Marek: Da stimme ich dir zu; er hat politische Fehler gemacht, aber die Junta versuchte erst gar nicht, ihm Bestechung oder Bereicherung vorzuwerfen - da gab es nichts.

Da Allende aus dem gehobenen Bürgertum kam, versuchte man es zu Lebzeiten mit dem Vorwurf des Salonbolschewismus. So berichtete eine einflussreiche Tageszeitung, eine seiner Töchter hätte auf ihrer Geburstagsparty die Nacht durchgetanzt. Die junge Dame war aber gehbehindert; das Tanzvergnügen also eine Erfindung der Presse. Allende soll sehr wütend gewesen sein.

Die Information über den vermeintlichen Deal zwischen Nixon und der sowjetischen Führung entnahm ich einer Dokumentation bei Arte. In meinem Aufsatz habe ich nichts darüber geschrieben, einfach weil mir die Quellen fehlen.

Zur Idealisierung Allendes trug auch die Linke bei. Castro verbreitete die These, dass Allende ermordert worden sei. Jede Diskussion über Fehler der Unidad Popular war "Verrat an der guten Sache".

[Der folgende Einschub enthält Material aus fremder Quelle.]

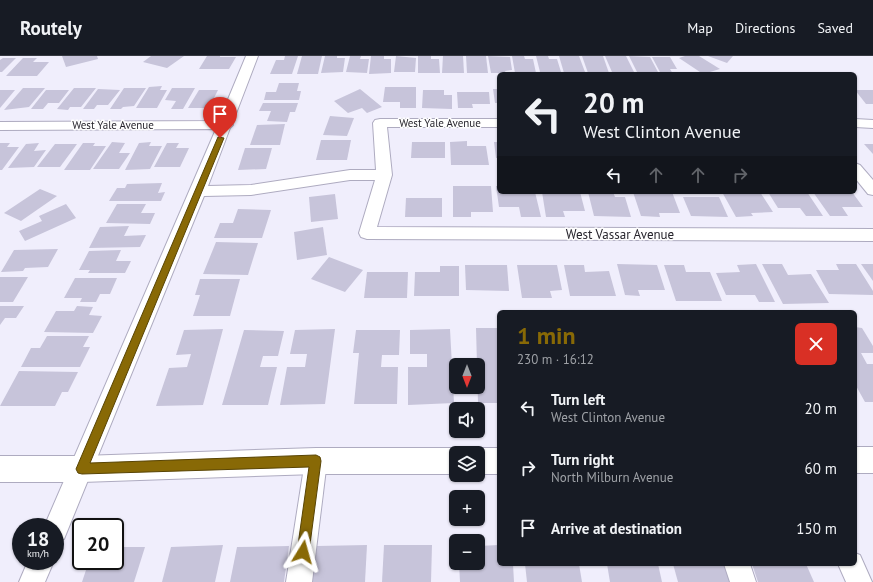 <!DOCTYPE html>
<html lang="en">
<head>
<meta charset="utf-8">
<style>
	body { margin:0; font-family:"PT Sans",sans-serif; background:#242831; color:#f1f3f6; height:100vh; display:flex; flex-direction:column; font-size:15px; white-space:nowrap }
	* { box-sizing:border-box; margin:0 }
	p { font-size:13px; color:#9ea1a6 }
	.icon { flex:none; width:22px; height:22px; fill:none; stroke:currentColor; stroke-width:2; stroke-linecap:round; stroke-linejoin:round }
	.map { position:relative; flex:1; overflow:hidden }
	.details { position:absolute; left:497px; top:254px; width:360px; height:256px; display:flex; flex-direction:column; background:#171b24; border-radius:6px; box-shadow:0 1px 3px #0004 }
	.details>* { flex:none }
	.guide { position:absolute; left:497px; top:16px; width:360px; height:122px; border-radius:6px; box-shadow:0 1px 3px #0004; background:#171b24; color:#f1f3f6; overflow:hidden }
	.needle { width:26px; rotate:180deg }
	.controls { position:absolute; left:449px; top:302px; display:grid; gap:8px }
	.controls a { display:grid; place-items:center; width:36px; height:36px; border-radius:6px; background:#171b24; box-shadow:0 1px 3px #0004; font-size:20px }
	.speed { position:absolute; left:12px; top:462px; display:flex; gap:8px; font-size:20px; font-weight:700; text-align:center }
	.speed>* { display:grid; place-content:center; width:52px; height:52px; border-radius:50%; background:#171b24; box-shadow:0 1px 3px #0004; line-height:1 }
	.speed small { font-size:10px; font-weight:400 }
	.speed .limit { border:2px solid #111; border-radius:6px; background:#fff; color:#111 }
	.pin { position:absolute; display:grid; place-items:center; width:34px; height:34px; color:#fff; margin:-41px -17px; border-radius:50% 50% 50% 0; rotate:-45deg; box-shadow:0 0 4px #0007 }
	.pin .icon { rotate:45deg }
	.me { position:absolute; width:44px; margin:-22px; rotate:8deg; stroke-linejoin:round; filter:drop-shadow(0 0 3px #0008) }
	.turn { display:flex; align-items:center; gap:14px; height:84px; padding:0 20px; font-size:18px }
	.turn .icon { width:52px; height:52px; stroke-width:2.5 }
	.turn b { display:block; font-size:28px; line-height:34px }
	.lanes { display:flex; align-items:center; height:38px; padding:0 20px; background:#0003; justify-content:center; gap:20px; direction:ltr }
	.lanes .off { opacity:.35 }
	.round { display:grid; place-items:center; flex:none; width:42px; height:42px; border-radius:6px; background:#242831 }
	.head { display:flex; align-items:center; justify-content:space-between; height:68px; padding:0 20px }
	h1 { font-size:24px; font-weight:700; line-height:30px; color:#886906 }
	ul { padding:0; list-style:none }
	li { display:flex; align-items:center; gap:12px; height:60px; padding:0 20px }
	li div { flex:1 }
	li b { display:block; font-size:15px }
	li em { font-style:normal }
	header { display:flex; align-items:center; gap:24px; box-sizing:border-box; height:56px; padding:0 20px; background:#171b24; border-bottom:1px solid #363941 }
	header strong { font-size:19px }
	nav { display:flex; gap:22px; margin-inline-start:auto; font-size:14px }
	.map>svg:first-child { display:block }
	.building { fill:#c7c4da }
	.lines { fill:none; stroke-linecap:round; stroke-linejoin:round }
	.minor-casing { stroke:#aeabc0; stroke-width:2 }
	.major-casing { stroke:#aeabc0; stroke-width:2 }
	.minor { fill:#fff; fill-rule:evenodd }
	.major { fill:#fff; fill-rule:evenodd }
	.route { fill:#886906; stroke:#584404 }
	.labels { text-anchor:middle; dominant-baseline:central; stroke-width:3; stroke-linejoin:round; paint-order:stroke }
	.far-street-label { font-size:11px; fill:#26242c; stroke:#fefefe }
	.street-label { font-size:13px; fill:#26242c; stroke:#fefefe }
</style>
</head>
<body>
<header>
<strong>Routely</strong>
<nav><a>Map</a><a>Directions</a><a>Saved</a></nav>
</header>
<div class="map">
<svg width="873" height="526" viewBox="0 0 873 526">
	<rect width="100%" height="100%" fill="#f0eefc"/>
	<g class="building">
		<polygon points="62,0 97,0 98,3 66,11"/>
		<polygon points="151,0 184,0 167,12 143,6"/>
		<polygon points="207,0 220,0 220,1 236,1 229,13 199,13"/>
		<polygon points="285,0 298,0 292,18 270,18 276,4 284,4"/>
		<polygon points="302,0 322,0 318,18 297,18"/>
		<polygon points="325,0 337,0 337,2 345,2 343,16 321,17"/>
		<polygon points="350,0 361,0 360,3 369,3 367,17 346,16"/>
		<polygon points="371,0 384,0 384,3 391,3 391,17 369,18"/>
		<polygon points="396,0 416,2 415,16 394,16"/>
		<polygon points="418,0 431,0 431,3 439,3 440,17 418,17"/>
		<polygon points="443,0 463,0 464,17 442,17"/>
		<polygon points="466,0 486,0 488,17 467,17"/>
		<polygon points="488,0 510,1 512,14 505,15 506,17 491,17"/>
		<polygon points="512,0 524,0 525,3 533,3 536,17 515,17"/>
		<polygon points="536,0 548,0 549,3 557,3 561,16 540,16"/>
		<polygon points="559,0 579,0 585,16 564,17"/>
		<polygon points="582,0 603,0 609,17 588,17"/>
		<polygon points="605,0 626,0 634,16 612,16"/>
		<polygon points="629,0 650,1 658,16 637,16"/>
		<polygon points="685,0 699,0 720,13 703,18 679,2"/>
		<polygon points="708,0 733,0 727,7"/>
		<polygon points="652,1 670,1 677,13 670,13 673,18 661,18"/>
		<polygon points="3,2 16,2 2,16 0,16 0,4"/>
		<polygon points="23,2 37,2 33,6 49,6 37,20 6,20"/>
		<polygon points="279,27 299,27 297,35 301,35 299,44 264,44 266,36 276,36"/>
		<polygon points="162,30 160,34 167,34 157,52 136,52 149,31"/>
		<polygon points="385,31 416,31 416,52 400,52 400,46 383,46"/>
		<polygon points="23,32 45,32 29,51 4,54"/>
		<polygon points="74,32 96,32 81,51 70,51 68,54 57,53"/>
		<polygon points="124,32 146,32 134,50 123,51 121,53 110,53"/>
		<polygon points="172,32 195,32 183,53 171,53 176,45 165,44"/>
		<polygon points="98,33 120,34 108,49 97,49 94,53 83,53"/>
		<polygon points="360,33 382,51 367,57 362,52 348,57 334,45"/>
		<polygon points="493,33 499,33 499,47 495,47"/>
		<polygon points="0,34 15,34 0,52"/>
		<polygon points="46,34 69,34 59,47 48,47 43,53 31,53"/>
		<polygon points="199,34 218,34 209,52 188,52"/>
		<polygon points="423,34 444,34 444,39 452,39 452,53 422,52"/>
		<polygon points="855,34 873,34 873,48 866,48"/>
		<polygon points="457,36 489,36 490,48 472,48 473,52 458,52"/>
		<polygon points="263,47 298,47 295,56 290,56 287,66 267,65 271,55 259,55"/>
		<polygon points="330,60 354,62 347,80 323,79"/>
		<polygon points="285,68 280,89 250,89 257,69"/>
		<polygon points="321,84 351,84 347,104 316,104"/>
		<polygon points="467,85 467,90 486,90 489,109 451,109 450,86"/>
		<polygon points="112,86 125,87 119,97 130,97 119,113 93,113"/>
		<polygon points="151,86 149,90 162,90 150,113 125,114 139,87"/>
		<polygon points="412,86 445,86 445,102 411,102"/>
		<polygon points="494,86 499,86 499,102 496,102"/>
		<polygon points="0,87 10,87 7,91 19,91 2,114 0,114"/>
		<polygon points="39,87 34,95 46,94 34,111 8,112 26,88"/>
		<polygon points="83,87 95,87 93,90 106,90 90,114 64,114"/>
		<polygon points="167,87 179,87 176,92 189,92 180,111 154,111"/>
		<polygon points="55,88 77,88 60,111 37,111"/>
		<polygon points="864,88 873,88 873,98"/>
		<polygon points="245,92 272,92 266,113 238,114"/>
		<polygon points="162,127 158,137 165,136 161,145 109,145 117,132 125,132 127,128"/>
		<polygon points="453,130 491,130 493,156 471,156 471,161 453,161"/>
		<polygon points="496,130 499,130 499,136 535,136 541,161 521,161 519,151 499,151"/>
		<polygon points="40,133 57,140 21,165 4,157"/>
		<polygon points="542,136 580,136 585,155 563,155 565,161 546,161"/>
		<polygon points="588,136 613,136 615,141 625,141 631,161 594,160"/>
		<polygon points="633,136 672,136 680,157 659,157 660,161 641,160"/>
		<polygon points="722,136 760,136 773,156 751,157 753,160 736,161"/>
		<polygon points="768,136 807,136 823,160 806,160 800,152 778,152"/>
		<polygon points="813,136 852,136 863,151 842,151 848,160 830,160"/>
		<polygon points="335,138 338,163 311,166 309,141"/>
		<polygon points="683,141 719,141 728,161 691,160"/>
		<polygon points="406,142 442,142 442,161 405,161"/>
		<polygon points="66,148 76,162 25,185 19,175 42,165 39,160"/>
		<polygon points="117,148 146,148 141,157 155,157 150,168 106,167"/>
		<polygon points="238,153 271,154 262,182 214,182 220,167 233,167"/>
		<polygon points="129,170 124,180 146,179 140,191 89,192 100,171"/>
		<polygon points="323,171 327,199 297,204 294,176"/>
		<polygon points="216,186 258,187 248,219 203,218"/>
		<polygon points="58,193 48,211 25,212 23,215 1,216 14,194"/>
		<polygon points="121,194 116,205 131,205 125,217 88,217 90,214 79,214 89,195"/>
		<polygon points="329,201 363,214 345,236 311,223"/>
		<polygon points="617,208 657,209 665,234 638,234 640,240 625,239"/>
		<polygon points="756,208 775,246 759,246 755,239 726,239 716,217 740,216 737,209"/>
		<polygon points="762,208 782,208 788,219 811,218 829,247 783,248"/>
		<polygon points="836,208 856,208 873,235 873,239 829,238 816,214 839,214"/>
		<polygon points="861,208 873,208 873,225"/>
		<polygon points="465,209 507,209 509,235 466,234"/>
		<polygon points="517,209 557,209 562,234 550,235 552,242 522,242"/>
		<polygon points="564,209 584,209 585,216 609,215 616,240 570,240"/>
		<polygon points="664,209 684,209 686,216 710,216 722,245 676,245"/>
		<polygon points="440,210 459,210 459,240 414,240 415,216 440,216"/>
		<polygon points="367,216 408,216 407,242 364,242"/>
		<polygon points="0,221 28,221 13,246 0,246"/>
		<polygon points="75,222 117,222 110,238 100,238 96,246 80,246 82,242 64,242"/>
		<polygon points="200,223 240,223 230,260 193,260 200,239 195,239"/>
		<polygon points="0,250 24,250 16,262 5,262 0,269"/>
		<polygon points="77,250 93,251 89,259 102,260 93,277 44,276 56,255 74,255"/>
		<polygon points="855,271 862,272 873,290 873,297 861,297 867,308 873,308 873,346 865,346 855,328"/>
		<polygon points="476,272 499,272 499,347 478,347"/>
		<polygon points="223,273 203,349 156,350 169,312 187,311 191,298 176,299 184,274"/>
		<polygon points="335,273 325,348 280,349 287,311 305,311 307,298 290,298 295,274"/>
		<polygon points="450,273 454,347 408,349 408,311 427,311 427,298 410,298 410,274"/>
		<polygon points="244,274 284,275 278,300 263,300 260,311 277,311 268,349 222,349"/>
		<polygon points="356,274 400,274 399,299 382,299 381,311 398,311 397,348 354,348 359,297 353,297"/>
		<polygon points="47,280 89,280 83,291 90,291 80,311 21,311 31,292 40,292"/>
		<polygon points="19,315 78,316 68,336 62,336 55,350 0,350"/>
		<polygon points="223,489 215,526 162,526 171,491"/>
		<polygon points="367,489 365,526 312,526 317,490"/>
		<polygon points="384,489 432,489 431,526 382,526"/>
		<polygon points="499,489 499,508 513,508 514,526 460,526 459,507 478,507 478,490"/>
		<polygon points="289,490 284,526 230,526 237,491"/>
		<polygon points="115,491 145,491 134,526 82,526 89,505 115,505"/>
		<polygon points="525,508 579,508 582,526 527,526"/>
		<polygon points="607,508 658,508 662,526 610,526"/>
		<polygon points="673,508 725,508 731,526 678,526"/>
		<polygon points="752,508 806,508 814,526 758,526"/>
	</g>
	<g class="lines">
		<g class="minor-casing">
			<g id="minor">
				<polygon points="246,0 258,0 232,68 233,69 230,72 208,130 251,129 350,114 376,114 373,67 375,64 380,63 499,63 499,71 387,71 392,119 377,171 873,173 873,185 367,183 361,181 359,177 375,124 350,124 251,139 204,140 64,483 55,486 55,471 44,471 216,73 0,74 0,66 219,65"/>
				<polygon points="855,63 873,64 873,72 855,71"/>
				<polygon points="855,107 860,109 873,124 873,139 868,138 855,122"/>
				<polygon points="316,394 324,397 327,405 312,526 286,526 305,405 308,397"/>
				<polygon points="855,497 860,499 872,526 846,526 838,508 855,508"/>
				<polygon points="28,505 54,505 45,526 19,526"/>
				<polygon points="724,508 750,508 756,526 730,526"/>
			</g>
		</g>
		<g class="major-casing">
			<g id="major">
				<rect x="855" y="391" width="18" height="26"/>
				<polygon points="316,392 456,392 466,397 456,397 456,418 316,418 82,426 0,426 0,400 82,400"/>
				<polygon points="478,392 499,392 499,418 478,418 478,397 468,397"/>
			</g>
		</g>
		<use href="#minor" class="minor"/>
		<use href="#major" class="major"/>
	</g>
	<polygon class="route" points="218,81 224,82 90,407 316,399 320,401 321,405 309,496 307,500 303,502 299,500 297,496 309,411 82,418 78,417 76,413"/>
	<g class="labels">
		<g class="far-street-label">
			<text x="440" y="67">West Yale Avenue</text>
			<text x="113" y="69">West Yale Avenue</text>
		</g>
		<g class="street-label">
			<text x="620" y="178">West Vassar Avenue</text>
		</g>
	</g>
</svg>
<div class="controls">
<a><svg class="needle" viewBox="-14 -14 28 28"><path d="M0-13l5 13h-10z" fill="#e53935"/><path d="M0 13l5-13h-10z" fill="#9ea1a6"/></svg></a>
<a><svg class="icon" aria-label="sound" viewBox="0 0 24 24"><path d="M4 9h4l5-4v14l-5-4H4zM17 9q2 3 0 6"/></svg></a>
<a><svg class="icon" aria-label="layers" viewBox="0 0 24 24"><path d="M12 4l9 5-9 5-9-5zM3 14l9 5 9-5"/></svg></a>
<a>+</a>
<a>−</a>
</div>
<div class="speed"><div>18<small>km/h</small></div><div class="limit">20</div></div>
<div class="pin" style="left:220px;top:82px;background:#d93025"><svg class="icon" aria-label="arrive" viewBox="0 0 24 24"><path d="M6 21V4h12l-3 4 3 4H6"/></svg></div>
<svg class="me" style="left:303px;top:496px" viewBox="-20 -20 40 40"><path d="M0-17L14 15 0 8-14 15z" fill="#886906" stroke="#fff" stroke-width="4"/></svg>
<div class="guide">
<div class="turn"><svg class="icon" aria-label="left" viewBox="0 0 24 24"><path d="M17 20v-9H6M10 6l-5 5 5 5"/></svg><div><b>20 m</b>West Clinton Avenue</div></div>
<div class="lanes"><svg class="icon" aria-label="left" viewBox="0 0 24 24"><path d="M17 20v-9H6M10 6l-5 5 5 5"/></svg><svg class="icon off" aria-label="ahead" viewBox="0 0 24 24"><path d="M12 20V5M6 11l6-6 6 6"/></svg><svg class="icon off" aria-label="ahead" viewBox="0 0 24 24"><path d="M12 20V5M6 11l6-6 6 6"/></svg><svg class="icon off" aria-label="right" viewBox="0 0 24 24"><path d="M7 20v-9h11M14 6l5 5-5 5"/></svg></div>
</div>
<section class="details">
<div class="head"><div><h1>1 min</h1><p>230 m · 16:12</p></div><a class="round" style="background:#d93025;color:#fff"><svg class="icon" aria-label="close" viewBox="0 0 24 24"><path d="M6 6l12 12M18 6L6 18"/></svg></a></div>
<ul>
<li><svg class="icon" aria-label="left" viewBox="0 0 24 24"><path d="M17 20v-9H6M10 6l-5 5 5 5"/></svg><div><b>Turn left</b><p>West Clinton Avenue</p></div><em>20 m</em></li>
<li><svg class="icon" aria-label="right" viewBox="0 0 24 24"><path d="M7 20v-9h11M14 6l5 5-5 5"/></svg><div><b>Turn right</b><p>North Milburn Avenue</p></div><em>60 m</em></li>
<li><svg class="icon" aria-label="arrive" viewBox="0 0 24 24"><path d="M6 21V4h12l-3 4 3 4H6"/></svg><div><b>Arrive at destination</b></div><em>150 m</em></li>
</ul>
</section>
</div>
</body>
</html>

Und man muss fairerweise sagen, dass nicht wenige Chilenen den Putsch 1973 begrüßten, glaubten sie doch, die Militärs würden nach wenigen Wochen Neuwahlen abhalten. Und wer kaufte schon bald chilenisches Kupfer? Die DDR.

Das Geld floss in die Taschen der Militärs - offiziell in den Haushalt der Streitkräfte. Pinochet gab die Kupferminen meines Wissens nicht den Amerikaneren zurück.